I would very much like to tell you some stories connected to Eilean Donan Castle but have decided that the best version that you could possibly get of such stories and even the local ghosts can be found with someone else. Graeme is picturing them way better than I could at this point in time and so I will post the link to his website, make sure to check it out, he generally got some great stories there. The Legends of Eilean Donan Castle – Scotland’s Stories – Folklore (scotlands-stories.com)

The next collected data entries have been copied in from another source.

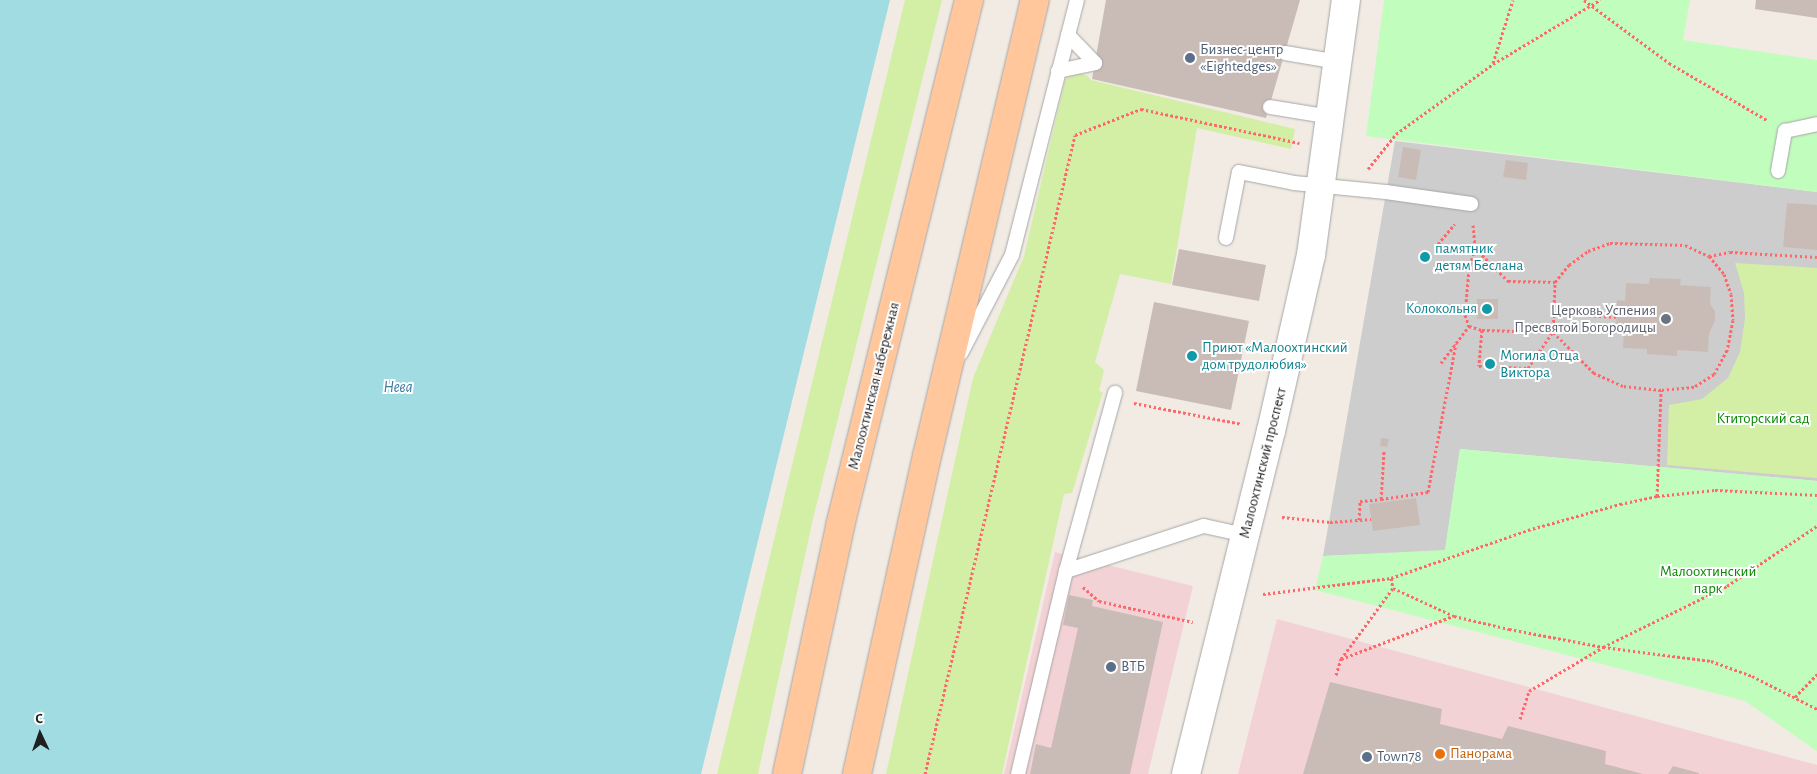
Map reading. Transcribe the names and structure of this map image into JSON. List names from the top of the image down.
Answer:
{
  "streets": {
    "main road": ["Малоохтинская набережная"],
    "street": ["Малоохтинский проспект"]
  },
  "water": ["Нева"],
  "parks": ["Ктиторский сад", "Малоохтинский парк"],
  "places": [
    "Бизнес-центр «Eightedges»",
    "памятник детям Беслана",
    "Колокольня",
    "Церковь Успения Пресвятой Богородицы",
    "Приют «Малоохтинский дом трудолюбия»",
    "Могила Отца Виктора",
    "ВТБ",
    "Панорама",
    "Town78"
  ],
  "north": "top"
}
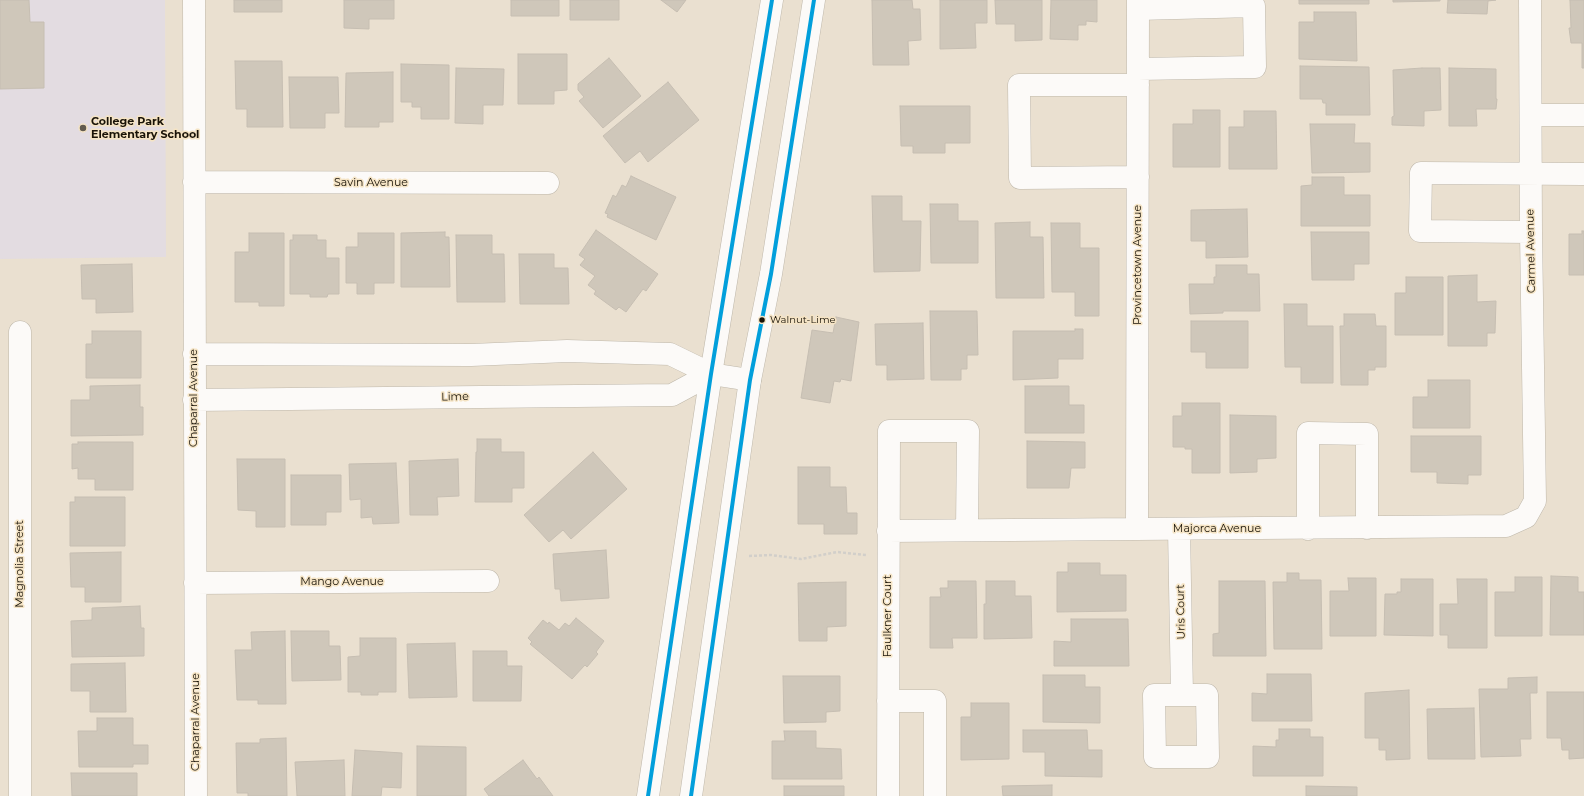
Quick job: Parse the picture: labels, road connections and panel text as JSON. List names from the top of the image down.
{
  "streets": {
    "street": [
      "Savin Avenue",
      "Carmel Avenue",
      "Provincetown Avenue",
      "Lime",
      "Chaparral Avenue",
      "Majorca Avenue",
      "Magnolia Street",
      "Mango Avenue",
      "Uris Court",
      "Faulkner Court"
    ]
  },
  "crossings": [
    ["Savin Avenue", "Chaparral Avenue"],
    ["Carmel Avenue", "Majorca Avenue"],
    ["Provincetown Avenue", "Majorca Avenue"],
    ["Lime", "Chaparral Avenue"],
    ["Chaparral Avenue", "Mango Avenue"],
    ["Majorca Avenue", "Uris Court"],
    ["Majorca Avenue", "Faulkner Court"]
  ],
  "places": ["College Park Elementary School", "Walnut-Lime"]
}
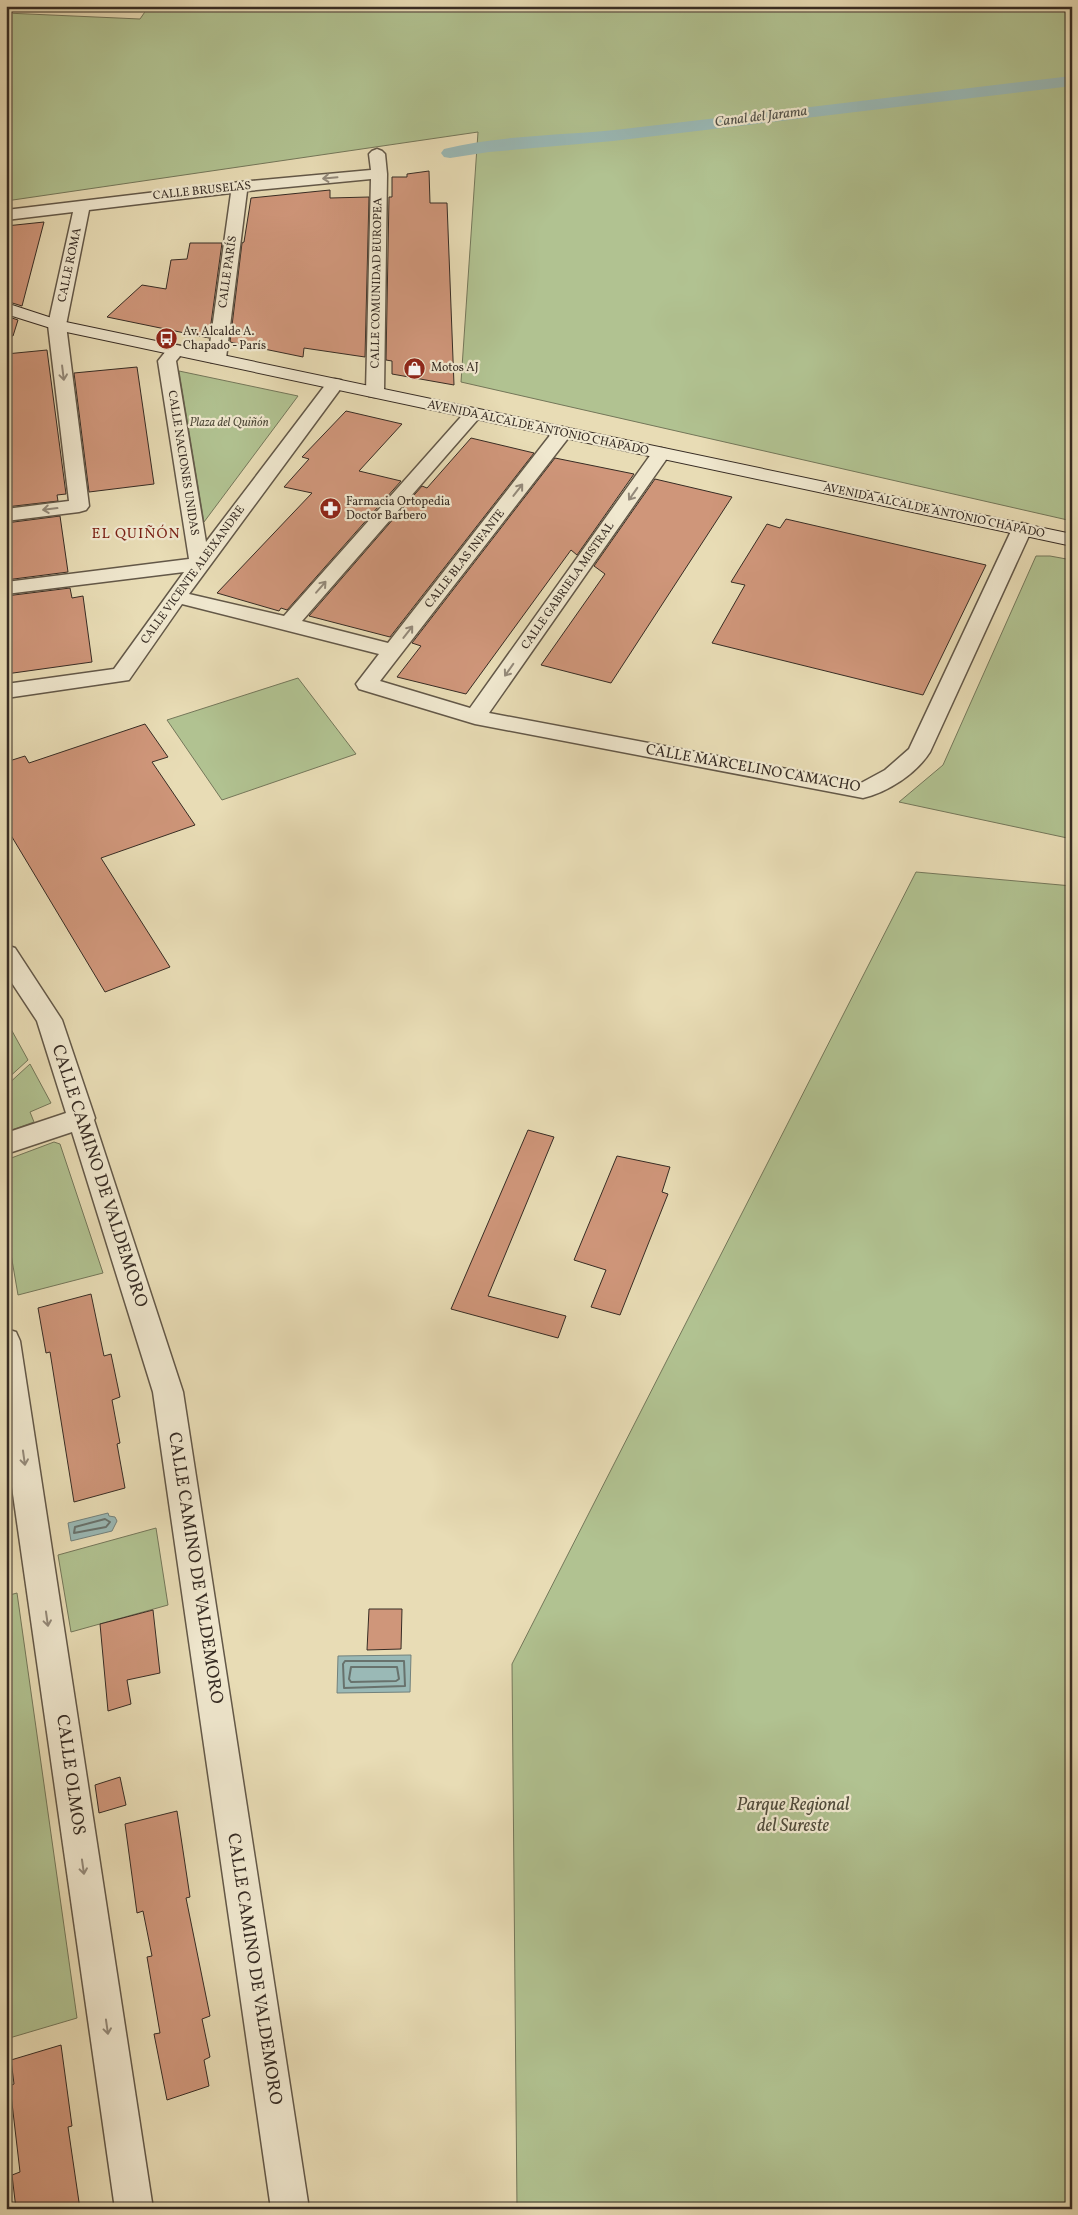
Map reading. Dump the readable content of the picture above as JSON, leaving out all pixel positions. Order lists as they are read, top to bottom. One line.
{"streets":{"main road":["AVENIDA ALCALDE ANTONIO CHAPADO"],"street":["CALLE BRUSELAS","CALLE ROMA","CALLE PARÍS","CALLE COMUNIDAD EUROPEA","CALLE NACIONES UNIDAS","CALLE BLAS INFANTE","CALLE VICENTE ALEIXANDRE","CALLE GABRIELA MISTRAL","CALLE MARCELINO CAMACHO","CALLE CAMINO DE VALDEMORO","CALLE OLMOS"]},"crossings":[["CALLE BRUSELAS","CALLE ROMA"],["CALLE BRUSELAS","CALLE PARÍS"],["CALLE BRUSELAS","CALLE COMUNIDAD EUROPEA"],["CALLE ROMA","AVENIDA ALCALDE ANTONIO CHAPADO"],["CALLE PARÍS","AVENIDA ALCALDE ANTONIO CHAPADO"],["CALLE COMUNIDAD EUROPEA","AVENIDA ALCALDE ANTONIO CHAPADO"],["AVENIDA ALCALDE ANTONIO CHAPADO","CALLE NACIONES UNIDAS"],["AVENIDA ALCALDE ANTONIO CHAPADO","CALLE BLAS INFANTE"],["AVENIDA ALCALDE ANTONIO CHAPADO","CALLE VICENTE ALEIXANDRE"],["AVENIDA ALCALDE ANTONIO CHAPADO","CALLE GABRIELA MISTRAL"],["AVENIDA ALCALDE ANTONIO CHAPADO","CALLE MARCELINO CAMACHO"],["CALLE NACIONES UNIDAS","CALLE VICENTE ALEIXANDRE"],["CALLE BLAS INFANTE","CALLE MARCELINO CAMACHO"],["CALLE GABRIELA MISTRAL","CALLE MARCELINO CAMACHO"]],"one_way":["CALLE BRUSELAS","CALLE OLMOS"],"districts":["EL QUIÑÓN"],"water":["Canal del Jarama"],"parks":["Plaza del Quiñón","Parque Regional del Sureste"],"places":{"bus stop":["Av. Alcalde A. Chapado - París"],"shop":["Motos AJ"],"pharmacy":["Farmacia Ortopedia Doctor Barbero"]}}
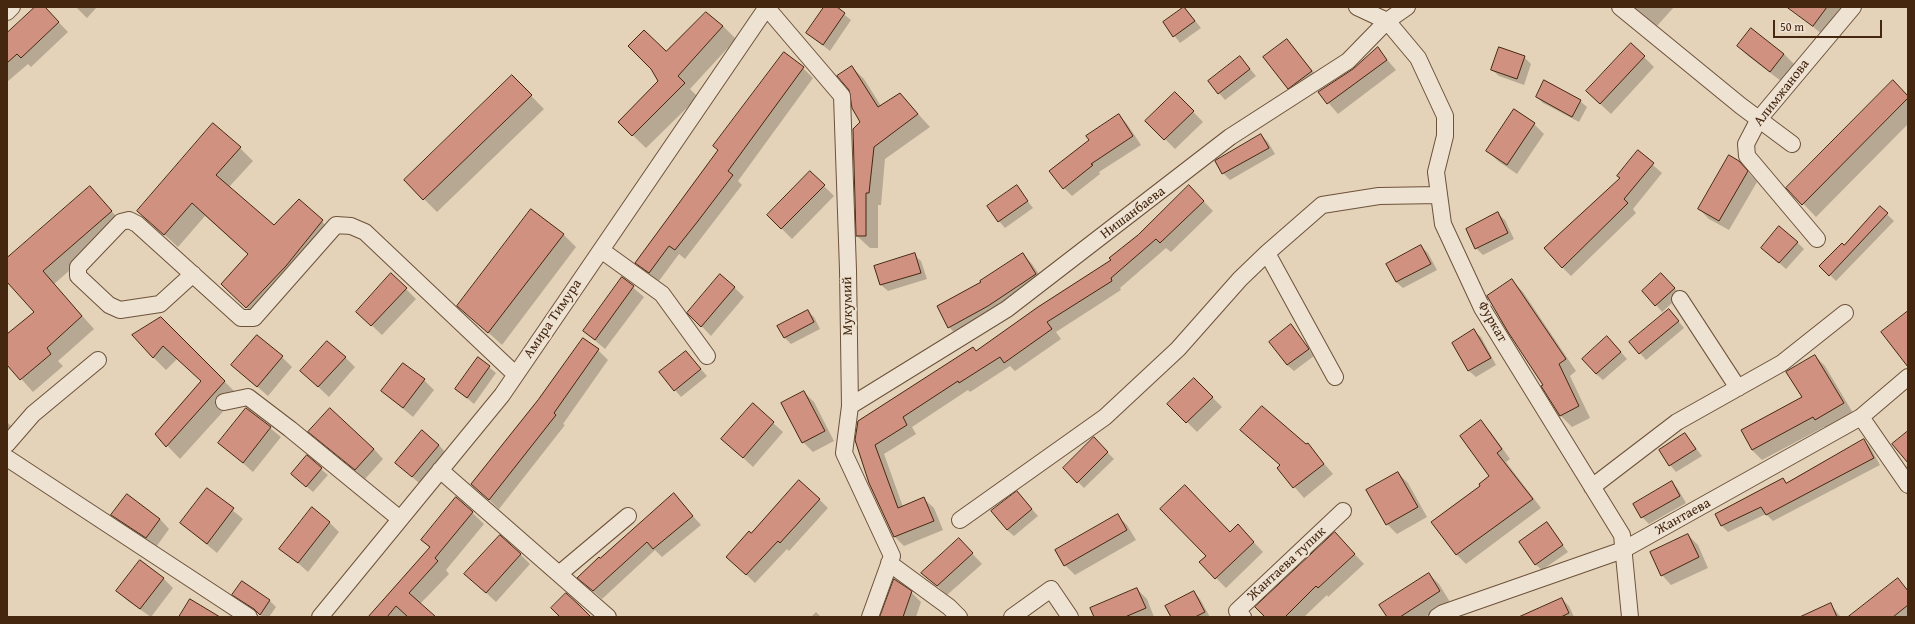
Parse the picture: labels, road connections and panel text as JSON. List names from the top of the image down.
{
  "streets": {
    "street": [
      "Алимжанова",
      "Нишанбаева",
      "Мукумий",
      "Амира Тимура",
      "Фуркат",
      "Жантаева",
      "Жантаева тупик"
    ]
  },
  "crossings": [
    ["Нишанбаева", "Мукумий"],
    ["Нишанбаева", "Фуркат"],
    ["Мукумий", "Амира Тимура"],
    ["Фуркат", "Жантаева"]
  ],
  "scale_bar": "50 m"
}
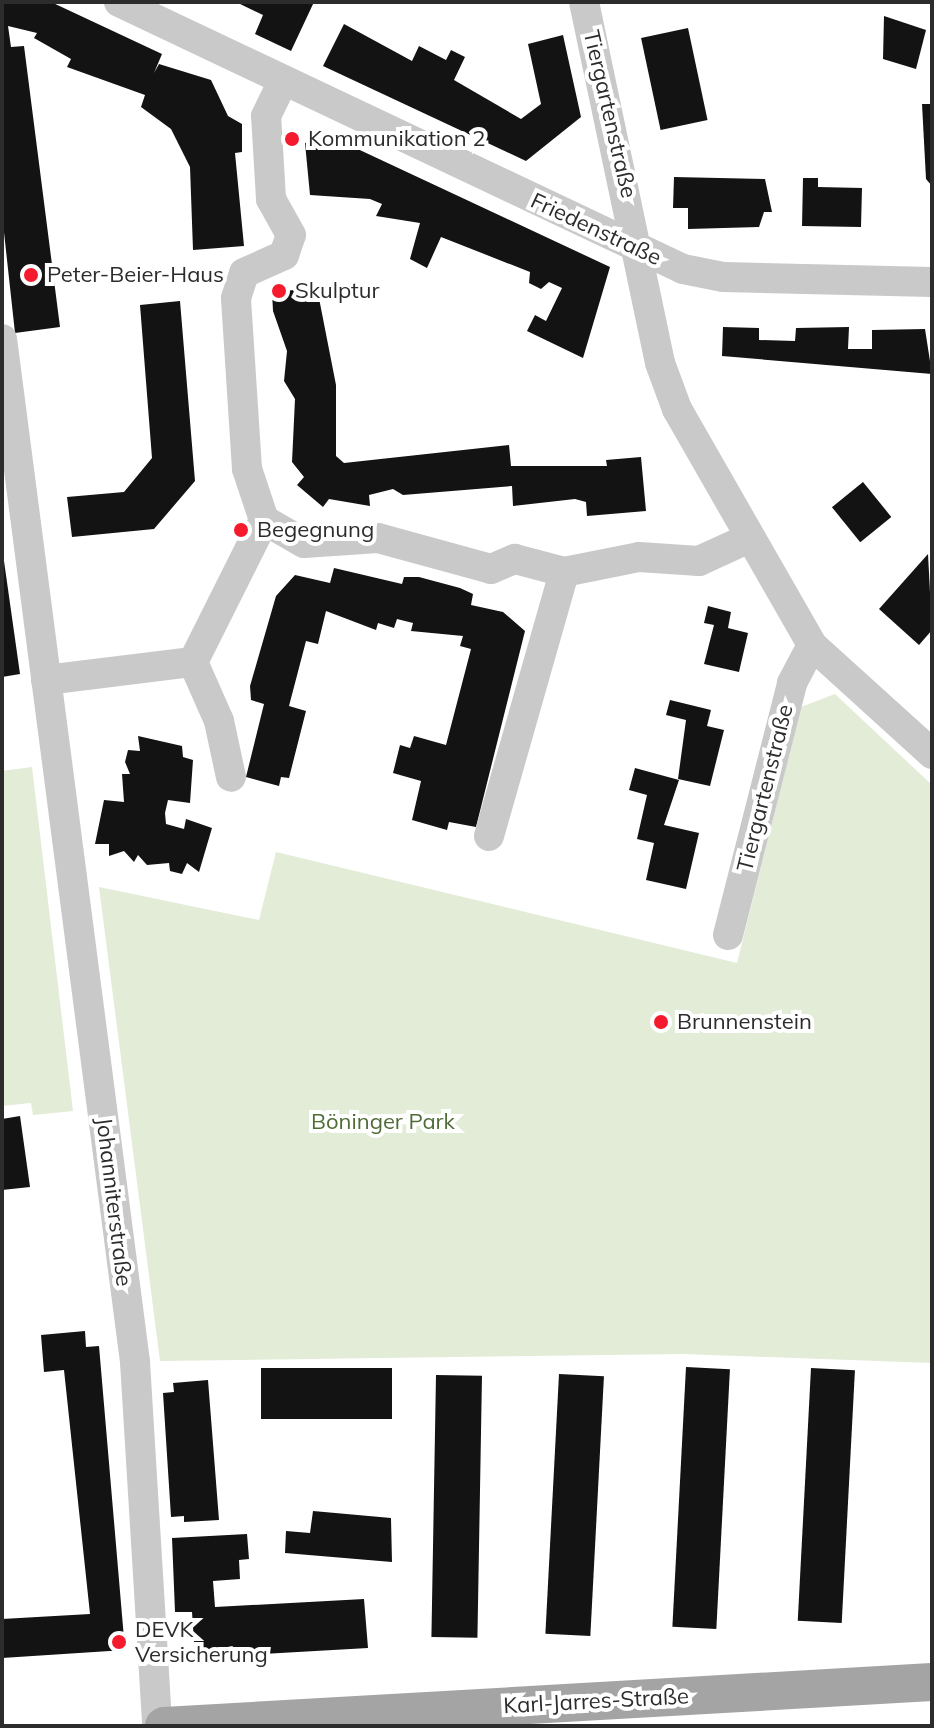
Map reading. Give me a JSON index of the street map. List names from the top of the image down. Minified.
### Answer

To get back to Eilean Donan Castle and my visits, I have to admit that it took me more than five years constantly visiting Scotland before I finally managed to take a look at this beautiful place. With us visiting between Christmas and New Year unfortunately the castle was closed for visitors and we could only check it out from the outside, yet it was a nice visit which we all enjoyed very much. The most special part of that day was, that on our way back from Skye, the tour we had booked stopped another time at the castle, with it being winter it was dark very early and we managed to take a look at the castle all lightened up. It was a truly amazing moment and though I regret not being able to visit the castles insides with the many artefacts etc. I do have to say that I enjoyed my visit to the castle and to walk around it, enjoying great views over the three lochs and towards the Isle of Skye and the hills of Kintail. I am definitely recommending to visit this castle (around a time where there are not tooooooo many tourists) and if you do so in a tour to Skye or through the Highlands, enjoy every second of it, including all the stories your drivers will be able to tell you.